4 years ago, in May of 2012, our return happened. It came with hope, controversy, and change. What our lives had been separately had surely molded us into different, stronger, beings. Souls not willing to give up or leave or let mountainous molehills be the deciding factor in a life decision. Isn’t that what adults are supposed to do? Good times and bad times be there for the other part of the equation? Their love equaling no zeros? In our 1st year together again, we had a son, Kinsey Uriah, born at 24 weeks old on Dec. 16, 2012 and passing on May 1, 2013. We spiraled downward and lifted one another back up. Life is hard. Love is harder. Loss is exquisitely beautiful.
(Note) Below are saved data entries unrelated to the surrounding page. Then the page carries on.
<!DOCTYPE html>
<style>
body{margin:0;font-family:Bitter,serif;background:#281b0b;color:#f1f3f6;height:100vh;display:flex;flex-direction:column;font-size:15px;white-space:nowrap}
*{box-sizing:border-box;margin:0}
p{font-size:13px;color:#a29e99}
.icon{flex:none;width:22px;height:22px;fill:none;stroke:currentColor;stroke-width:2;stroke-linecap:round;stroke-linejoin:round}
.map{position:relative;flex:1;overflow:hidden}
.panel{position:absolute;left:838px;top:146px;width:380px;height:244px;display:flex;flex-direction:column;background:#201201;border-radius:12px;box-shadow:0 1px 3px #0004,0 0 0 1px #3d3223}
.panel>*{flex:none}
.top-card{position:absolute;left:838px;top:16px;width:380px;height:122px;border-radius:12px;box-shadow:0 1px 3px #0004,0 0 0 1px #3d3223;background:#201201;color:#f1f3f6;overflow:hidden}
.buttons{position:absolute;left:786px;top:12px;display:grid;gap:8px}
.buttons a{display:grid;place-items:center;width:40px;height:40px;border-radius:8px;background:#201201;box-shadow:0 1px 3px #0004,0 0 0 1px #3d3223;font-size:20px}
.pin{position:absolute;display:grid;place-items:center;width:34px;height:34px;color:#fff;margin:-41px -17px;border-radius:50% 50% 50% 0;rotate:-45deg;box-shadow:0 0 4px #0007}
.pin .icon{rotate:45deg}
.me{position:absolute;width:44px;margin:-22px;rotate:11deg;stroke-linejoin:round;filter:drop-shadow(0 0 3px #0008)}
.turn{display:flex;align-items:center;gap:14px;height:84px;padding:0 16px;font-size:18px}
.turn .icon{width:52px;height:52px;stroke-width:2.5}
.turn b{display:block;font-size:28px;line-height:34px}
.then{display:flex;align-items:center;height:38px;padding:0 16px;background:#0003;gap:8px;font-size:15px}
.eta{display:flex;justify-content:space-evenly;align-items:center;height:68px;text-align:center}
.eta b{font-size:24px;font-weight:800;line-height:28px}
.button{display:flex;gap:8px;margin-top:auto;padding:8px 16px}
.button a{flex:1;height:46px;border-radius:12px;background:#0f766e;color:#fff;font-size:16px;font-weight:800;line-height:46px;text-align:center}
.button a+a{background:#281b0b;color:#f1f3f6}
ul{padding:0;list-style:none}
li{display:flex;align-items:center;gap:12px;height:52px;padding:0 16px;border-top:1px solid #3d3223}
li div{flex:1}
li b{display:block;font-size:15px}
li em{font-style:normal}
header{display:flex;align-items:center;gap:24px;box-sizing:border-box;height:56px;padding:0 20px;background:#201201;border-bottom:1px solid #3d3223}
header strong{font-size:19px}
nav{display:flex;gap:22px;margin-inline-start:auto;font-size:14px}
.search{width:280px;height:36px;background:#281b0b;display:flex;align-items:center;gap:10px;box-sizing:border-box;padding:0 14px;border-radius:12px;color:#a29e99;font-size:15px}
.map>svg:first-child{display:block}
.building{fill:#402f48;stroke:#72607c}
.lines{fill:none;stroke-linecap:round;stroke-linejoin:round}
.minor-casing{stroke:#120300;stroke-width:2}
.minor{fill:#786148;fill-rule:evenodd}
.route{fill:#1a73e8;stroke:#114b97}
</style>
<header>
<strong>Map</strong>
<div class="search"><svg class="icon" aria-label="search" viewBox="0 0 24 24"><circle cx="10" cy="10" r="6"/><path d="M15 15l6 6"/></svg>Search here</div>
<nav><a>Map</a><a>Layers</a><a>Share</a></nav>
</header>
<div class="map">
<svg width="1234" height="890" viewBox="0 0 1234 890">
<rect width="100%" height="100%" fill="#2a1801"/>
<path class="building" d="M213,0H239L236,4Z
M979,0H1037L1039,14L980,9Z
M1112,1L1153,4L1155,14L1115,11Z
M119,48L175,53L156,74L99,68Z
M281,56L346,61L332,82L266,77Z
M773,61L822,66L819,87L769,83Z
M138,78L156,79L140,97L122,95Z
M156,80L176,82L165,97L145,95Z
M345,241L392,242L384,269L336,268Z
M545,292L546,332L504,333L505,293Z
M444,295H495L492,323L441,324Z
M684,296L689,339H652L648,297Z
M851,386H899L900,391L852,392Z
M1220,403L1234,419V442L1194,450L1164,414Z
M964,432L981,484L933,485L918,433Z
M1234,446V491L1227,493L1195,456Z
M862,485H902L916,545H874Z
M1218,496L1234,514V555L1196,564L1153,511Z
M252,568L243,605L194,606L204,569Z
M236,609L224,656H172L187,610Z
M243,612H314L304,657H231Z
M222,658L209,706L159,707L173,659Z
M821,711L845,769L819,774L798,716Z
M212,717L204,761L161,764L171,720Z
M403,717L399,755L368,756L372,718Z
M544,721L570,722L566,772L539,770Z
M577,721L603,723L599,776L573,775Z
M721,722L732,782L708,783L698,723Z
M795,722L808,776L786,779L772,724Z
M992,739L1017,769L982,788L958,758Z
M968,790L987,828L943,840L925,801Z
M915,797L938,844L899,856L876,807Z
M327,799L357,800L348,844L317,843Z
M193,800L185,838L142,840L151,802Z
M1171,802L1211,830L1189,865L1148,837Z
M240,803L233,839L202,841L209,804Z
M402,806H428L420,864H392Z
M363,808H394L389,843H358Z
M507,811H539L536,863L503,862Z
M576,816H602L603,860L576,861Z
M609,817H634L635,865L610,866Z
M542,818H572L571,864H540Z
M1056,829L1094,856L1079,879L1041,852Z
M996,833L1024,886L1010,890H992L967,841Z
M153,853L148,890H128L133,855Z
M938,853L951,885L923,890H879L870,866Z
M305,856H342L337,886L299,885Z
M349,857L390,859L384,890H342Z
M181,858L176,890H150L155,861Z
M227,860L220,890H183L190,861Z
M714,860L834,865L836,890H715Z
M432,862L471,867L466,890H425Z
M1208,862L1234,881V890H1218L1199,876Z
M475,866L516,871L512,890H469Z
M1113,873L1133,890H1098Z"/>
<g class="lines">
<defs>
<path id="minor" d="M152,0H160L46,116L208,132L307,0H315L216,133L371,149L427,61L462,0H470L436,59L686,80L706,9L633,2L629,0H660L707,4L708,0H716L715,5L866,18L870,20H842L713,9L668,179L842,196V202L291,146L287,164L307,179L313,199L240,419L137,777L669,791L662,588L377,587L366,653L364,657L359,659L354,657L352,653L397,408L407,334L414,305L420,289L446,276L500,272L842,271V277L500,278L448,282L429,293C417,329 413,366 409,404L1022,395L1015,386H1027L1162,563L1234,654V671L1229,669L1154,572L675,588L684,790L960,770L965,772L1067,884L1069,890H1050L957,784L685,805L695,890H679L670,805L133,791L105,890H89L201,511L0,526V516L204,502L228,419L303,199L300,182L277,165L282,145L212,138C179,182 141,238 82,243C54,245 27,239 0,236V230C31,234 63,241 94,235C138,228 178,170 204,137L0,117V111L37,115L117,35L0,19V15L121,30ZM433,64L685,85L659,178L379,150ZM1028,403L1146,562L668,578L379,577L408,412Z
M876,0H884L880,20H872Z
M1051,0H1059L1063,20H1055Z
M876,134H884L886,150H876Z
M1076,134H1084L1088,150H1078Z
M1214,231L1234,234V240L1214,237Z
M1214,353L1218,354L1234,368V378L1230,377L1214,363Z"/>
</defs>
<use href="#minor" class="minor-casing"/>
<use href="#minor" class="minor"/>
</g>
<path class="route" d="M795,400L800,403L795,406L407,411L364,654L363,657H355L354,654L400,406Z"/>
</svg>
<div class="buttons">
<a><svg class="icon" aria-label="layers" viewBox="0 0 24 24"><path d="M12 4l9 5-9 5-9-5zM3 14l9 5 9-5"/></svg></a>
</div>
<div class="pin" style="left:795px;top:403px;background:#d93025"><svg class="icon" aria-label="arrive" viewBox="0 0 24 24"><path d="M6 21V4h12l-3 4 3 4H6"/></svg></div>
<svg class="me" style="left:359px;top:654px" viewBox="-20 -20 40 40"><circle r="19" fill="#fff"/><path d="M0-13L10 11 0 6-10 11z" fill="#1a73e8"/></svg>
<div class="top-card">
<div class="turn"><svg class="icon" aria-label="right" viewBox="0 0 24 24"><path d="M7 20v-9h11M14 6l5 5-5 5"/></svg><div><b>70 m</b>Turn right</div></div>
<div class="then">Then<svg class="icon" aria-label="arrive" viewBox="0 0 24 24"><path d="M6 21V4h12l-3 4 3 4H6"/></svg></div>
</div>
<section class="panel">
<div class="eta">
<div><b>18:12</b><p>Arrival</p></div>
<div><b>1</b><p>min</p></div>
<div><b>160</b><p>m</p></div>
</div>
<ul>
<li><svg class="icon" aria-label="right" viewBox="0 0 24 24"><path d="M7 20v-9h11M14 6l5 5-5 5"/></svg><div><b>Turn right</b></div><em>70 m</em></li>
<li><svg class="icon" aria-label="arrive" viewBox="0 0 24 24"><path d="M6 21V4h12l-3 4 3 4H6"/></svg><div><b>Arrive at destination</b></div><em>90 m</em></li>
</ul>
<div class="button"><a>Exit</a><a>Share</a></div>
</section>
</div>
We were blessed with a healthy and bouncing baby girl, Alexis Elizabeth, on Jan. 7, 2015. She is the perfect addition to our family. With loving big sisters Abi and Allyson and a big brother Ethan, she is the almost last piece of the puzzle. I honestly cannot determine a valid reason as to why we have not wed to this point in our relationship…it’s perfectly ok to wait, to savor the moments leading to marriage. To enjoy and appreciate the vows of matrimony with the one…the one that returned.